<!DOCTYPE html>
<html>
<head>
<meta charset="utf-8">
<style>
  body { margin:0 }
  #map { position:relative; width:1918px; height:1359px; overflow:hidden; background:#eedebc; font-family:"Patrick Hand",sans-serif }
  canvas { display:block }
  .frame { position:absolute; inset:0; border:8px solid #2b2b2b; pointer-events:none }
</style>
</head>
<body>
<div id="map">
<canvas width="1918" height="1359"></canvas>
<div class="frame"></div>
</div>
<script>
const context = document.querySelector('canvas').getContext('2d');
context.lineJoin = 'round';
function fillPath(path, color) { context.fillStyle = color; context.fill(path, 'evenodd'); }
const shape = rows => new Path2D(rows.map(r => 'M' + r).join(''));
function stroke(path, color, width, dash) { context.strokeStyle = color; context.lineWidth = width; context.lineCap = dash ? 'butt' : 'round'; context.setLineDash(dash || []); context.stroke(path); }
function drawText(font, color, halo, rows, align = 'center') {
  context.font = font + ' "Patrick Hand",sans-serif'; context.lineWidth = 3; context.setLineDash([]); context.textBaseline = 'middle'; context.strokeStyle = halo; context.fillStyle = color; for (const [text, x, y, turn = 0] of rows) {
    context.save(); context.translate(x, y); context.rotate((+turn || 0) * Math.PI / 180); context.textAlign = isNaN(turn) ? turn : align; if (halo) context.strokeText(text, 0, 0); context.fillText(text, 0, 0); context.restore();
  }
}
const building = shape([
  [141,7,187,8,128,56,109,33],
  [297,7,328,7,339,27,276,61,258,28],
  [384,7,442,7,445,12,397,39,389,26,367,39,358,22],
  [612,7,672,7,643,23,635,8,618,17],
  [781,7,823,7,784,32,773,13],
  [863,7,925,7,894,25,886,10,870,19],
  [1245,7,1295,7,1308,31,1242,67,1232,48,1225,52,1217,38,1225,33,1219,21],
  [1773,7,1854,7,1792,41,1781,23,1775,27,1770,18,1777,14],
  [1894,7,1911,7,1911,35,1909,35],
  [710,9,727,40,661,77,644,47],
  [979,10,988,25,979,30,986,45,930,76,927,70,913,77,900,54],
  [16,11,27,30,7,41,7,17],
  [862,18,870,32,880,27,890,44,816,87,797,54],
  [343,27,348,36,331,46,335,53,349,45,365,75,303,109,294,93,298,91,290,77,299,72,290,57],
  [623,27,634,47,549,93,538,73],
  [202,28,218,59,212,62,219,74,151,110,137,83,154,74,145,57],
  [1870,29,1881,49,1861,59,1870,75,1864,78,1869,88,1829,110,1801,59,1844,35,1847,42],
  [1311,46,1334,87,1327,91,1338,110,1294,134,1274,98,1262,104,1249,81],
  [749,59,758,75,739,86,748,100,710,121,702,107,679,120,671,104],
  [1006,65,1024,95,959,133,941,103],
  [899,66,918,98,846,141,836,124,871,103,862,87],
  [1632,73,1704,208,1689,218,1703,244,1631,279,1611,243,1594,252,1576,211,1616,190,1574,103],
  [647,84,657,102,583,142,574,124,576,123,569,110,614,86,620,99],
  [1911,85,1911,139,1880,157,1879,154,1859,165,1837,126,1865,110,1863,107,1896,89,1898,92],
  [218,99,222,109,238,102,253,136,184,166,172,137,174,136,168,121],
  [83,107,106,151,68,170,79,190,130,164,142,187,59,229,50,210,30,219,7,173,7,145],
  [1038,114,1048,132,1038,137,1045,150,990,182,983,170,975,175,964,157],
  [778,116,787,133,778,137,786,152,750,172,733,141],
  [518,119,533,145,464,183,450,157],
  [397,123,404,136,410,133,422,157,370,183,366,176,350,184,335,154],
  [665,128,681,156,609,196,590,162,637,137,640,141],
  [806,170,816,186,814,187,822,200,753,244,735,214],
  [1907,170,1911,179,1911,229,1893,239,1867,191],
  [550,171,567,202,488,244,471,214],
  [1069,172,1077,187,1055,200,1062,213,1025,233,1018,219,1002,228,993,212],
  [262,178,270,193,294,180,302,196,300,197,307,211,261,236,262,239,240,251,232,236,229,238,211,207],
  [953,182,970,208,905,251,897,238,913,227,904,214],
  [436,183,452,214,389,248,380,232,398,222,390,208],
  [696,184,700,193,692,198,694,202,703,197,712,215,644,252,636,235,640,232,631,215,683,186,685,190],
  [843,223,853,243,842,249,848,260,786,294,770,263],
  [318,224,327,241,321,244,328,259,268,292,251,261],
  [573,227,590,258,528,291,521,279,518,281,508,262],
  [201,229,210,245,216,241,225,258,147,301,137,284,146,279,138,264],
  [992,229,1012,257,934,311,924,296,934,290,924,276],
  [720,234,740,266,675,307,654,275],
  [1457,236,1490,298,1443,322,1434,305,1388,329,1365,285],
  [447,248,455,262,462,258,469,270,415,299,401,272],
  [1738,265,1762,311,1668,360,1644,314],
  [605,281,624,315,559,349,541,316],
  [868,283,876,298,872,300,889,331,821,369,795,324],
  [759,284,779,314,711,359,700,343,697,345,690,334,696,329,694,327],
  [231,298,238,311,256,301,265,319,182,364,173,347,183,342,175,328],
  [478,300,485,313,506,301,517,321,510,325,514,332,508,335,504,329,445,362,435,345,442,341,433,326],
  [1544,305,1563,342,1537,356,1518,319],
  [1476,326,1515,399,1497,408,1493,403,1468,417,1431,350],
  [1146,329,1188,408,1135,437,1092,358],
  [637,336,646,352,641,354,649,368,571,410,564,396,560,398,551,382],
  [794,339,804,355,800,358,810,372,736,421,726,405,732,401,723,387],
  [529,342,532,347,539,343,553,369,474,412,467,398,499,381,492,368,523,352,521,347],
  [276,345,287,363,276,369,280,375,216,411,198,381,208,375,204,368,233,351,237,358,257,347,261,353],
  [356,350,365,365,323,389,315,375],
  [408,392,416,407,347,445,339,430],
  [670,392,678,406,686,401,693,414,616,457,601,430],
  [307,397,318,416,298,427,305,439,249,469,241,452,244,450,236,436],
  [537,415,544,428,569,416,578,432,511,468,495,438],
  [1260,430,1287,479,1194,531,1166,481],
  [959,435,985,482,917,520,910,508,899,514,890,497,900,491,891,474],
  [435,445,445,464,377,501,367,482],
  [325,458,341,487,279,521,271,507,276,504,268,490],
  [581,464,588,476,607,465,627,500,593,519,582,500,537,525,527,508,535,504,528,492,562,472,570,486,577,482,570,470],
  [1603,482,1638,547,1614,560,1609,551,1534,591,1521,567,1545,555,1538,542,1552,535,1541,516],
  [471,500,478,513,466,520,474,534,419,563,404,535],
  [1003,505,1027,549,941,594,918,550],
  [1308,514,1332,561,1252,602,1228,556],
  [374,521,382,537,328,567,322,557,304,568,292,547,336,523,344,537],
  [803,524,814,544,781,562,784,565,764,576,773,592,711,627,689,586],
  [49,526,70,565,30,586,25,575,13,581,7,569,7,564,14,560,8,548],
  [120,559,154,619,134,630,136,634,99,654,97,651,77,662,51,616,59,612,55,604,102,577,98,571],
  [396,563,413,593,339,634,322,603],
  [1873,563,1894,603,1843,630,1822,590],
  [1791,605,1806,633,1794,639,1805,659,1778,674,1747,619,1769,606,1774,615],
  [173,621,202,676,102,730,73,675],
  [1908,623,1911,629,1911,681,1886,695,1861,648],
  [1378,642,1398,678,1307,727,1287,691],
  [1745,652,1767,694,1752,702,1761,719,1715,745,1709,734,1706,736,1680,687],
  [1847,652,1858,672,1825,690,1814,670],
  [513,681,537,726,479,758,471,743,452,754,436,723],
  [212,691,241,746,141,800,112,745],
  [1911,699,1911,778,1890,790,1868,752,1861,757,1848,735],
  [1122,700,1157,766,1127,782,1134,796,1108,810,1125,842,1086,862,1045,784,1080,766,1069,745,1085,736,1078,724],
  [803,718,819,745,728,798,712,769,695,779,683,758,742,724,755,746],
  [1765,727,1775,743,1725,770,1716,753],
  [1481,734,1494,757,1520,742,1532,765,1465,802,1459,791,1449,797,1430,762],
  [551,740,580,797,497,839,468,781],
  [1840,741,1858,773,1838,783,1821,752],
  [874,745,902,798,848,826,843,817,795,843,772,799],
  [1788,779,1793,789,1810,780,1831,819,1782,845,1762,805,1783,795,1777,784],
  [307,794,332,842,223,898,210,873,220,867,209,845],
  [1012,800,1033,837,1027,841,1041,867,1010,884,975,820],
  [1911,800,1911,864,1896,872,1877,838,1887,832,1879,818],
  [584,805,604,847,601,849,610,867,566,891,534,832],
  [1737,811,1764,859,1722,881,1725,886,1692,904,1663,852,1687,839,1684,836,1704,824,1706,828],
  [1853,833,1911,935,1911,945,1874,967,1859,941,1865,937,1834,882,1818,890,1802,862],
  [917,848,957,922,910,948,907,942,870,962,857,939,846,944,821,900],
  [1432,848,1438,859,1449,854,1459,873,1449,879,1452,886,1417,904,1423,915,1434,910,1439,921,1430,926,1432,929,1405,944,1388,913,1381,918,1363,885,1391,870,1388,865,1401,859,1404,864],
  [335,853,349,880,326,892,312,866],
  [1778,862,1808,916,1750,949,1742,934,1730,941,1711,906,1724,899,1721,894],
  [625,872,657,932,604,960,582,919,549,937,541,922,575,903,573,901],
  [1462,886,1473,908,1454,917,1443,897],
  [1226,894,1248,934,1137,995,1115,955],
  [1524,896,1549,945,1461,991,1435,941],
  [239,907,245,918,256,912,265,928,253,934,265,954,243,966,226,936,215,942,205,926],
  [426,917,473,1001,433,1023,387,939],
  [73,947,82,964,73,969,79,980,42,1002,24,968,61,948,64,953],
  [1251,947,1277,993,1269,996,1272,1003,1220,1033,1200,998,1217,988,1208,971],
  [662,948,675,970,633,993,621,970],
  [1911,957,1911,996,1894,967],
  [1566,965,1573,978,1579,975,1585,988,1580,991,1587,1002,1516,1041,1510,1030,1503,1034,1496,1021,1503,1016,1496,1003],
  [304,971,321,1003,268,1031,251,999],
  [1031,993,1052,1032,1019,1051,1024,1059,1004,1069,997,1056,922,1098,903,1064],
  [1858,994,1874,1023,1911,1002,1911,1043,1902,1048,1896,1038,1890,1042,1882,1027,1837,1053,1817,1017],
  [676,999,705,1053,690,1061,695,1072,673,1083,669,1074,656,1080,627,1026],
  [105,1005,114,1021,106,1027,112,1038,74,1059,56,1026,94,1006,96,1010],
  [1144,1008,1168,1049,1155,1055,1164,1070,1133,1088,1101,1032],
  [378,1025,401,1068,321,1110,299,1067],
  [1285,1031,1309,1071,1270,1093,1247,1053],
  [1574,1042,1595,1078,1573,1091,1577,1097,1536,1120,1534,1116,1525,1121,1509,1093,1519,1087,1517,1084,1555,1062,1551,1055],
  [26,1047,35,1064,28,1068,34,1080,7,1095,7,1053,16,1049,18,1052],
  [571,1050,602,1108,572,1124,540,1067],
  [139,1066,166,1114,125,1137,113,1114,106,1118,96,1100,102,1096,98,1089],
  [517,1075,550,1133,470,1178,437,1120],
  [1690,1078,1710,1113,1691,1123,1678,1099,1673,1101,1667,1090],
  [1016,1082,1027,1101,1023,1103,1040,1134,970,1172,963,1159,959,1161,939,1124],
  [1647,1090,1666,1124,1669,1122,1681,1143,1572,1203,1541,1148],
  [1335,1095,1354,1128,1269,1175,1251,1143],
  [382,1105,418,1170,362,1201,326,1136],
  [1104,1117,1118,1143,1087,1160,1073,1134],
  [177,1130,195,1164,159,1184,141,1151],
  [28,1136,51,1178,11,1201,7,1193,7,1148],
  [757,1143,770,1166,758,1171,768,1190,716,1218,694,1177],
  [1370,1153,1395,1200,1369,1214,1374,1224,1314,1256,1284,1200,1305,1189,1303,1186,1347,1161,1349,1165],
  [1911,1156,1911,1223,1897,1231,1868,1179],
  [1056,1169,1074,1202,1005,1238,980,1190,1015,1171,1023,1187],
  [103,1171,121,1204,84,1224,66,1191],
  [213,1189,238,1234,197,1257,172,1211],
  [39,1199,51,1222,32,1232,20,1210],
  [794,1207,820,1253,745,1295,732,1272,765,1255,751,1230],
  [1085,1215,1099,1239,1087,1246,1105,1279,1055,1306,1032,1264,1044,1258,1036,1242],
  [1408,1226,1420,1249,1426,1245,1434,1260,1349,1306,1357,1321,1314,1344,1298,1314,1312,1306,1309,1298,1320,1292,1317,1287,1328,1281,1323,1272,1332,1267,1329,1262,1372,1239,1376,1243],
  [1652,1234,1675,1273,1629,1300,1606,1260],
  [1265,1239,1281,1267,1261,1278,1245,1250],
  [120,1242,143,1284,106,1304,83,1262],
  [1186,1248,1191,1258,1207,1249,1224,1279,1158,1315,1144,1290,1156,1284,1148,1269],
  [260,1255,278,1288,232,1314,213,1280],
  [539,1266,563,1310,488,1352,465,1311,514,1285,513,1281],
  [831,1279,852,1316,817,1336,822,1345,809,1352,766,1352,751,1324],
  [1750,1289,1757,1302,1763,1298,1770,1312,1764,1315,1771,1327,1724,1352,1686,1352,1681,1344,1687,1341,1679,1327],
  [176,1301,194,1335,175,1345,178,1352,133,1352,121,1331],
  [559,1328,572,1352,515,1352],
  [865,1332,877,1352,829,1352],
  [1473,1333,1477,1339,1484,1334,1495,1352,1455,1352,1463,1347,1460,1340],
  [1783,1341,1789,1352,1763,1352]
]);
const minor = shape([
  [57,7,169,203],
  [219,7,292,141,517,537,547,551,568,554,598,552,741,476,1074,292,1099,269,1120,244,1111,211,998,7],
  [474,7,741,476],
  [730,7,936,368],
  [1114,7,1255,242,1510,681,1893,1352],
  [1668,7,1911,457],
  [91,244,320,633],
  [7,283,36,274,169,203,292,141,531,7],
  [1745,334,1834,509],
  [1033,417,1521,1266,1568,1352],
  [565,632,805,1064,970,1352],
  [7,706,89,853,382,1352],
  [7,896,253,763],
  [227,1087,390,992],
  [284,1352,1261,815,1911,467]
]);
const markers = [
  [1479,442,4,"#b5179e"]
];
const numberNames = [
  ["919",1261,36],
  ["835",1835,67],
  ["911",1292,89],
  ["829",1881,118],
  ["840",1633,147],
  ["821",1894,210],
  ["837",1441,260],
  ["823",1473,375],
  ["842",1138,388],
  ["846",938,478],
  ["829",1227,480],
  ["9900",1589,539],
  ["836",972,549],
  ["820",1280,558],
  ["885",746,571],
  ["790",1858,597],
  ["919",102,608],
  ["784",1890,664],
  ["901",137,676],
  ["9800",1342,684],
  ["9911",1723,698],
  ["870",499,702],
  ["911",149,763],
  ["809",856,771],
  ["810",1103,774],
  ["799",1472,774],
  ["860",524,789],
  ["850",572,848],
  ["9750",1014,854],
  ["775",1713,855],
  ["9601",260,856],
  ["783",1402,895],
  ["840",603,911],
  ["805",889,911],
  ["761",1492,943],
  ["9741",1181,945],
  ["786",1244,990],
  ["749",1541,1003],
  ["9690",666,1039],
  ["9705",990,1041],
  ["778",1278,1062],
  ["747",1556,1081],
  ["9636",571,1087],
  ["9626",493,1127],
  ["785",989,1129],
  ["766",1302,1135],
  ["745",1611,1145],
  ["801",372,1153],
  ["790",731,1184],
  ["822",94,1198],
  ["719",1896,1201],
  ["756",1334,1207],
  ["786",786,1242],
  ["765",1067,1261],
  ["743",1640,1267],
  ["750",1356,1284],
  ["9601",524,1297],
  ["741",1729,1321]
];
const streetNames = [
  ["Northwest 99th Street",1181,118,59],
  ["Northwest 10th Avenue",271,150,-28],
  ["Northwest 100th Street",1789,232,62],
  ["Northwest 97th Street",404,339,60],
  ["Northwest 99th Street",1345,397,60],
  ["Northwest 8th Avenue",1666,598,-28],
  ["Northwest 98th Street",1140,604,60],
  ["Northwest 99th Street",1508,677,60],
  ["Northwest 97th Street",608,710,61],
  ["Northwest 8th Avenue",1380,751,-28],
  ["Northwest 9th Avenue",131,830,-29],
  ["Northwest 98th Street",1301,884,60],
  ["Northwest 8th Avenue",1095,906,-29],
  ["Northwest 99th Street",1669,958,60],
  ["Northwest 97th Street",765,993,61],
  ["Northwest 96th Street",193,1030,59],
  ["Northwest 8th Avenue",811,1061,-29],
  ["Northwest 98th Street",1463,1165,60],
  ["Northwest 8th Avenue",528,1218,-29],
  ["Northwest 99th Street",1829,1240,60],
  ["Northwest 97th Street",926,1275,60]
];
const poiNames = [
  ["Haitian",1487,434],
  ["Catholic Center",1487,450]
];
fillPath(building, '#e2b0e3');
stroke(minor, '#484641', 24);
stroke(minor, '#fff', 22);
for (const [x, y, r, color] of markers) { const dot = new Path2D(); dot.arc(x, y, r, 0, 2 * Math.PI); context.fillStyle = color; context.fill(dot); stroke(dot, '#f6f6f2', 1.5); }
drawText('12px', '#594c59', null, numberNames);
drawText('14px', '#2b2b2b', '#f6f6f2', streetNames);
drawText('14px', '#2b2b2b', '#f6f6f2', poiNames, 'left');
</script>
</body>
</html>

◇ ◇ ◇ ◇

Your goal - Above are the records; please copy exactly their first line and each line after it through the line containing "function drawText(font, color, halo, rows, align", and no line after that.

Exercise answer -
<!DOCTYPE html>
<html>
<head>
<meta charset="utf-8">
<style>
  body { margin:0 }
  #map { position:relative; width:1918px; height:1359px; overflow:hidden; background:#eedebc; font-family:"Patrick Hand",sans-serif }
  canvas { display:block }
  .frame { position:absolute; inset:0; border:8px solid #2b2b2b; pointer-events:none }
</style>
</head>
<body>
<div id="map">
<canvas width="1918" height="1359"></canvas>
<div class="frame"></div>
</div>
<script>
const context = document.querySelector('canvas').getContext('2d');
context.lineJoin = 'round';
function fillPath(path, color) { context.fillStyle = color; context.fill(path, 'evenodd'); }
const shape = rows => new Path2D(rows.map(r => 'M' + r).join(''));
function stroke(path, color, width, dash) { context.strokeStyle = color; context.lineWidth = width; context.lineCap = dash ? 'butt' : 'round'; context.setLineDash(dash || []); context.stroke(path); }
function drawText(font, color, halo, rows, align = 'center') {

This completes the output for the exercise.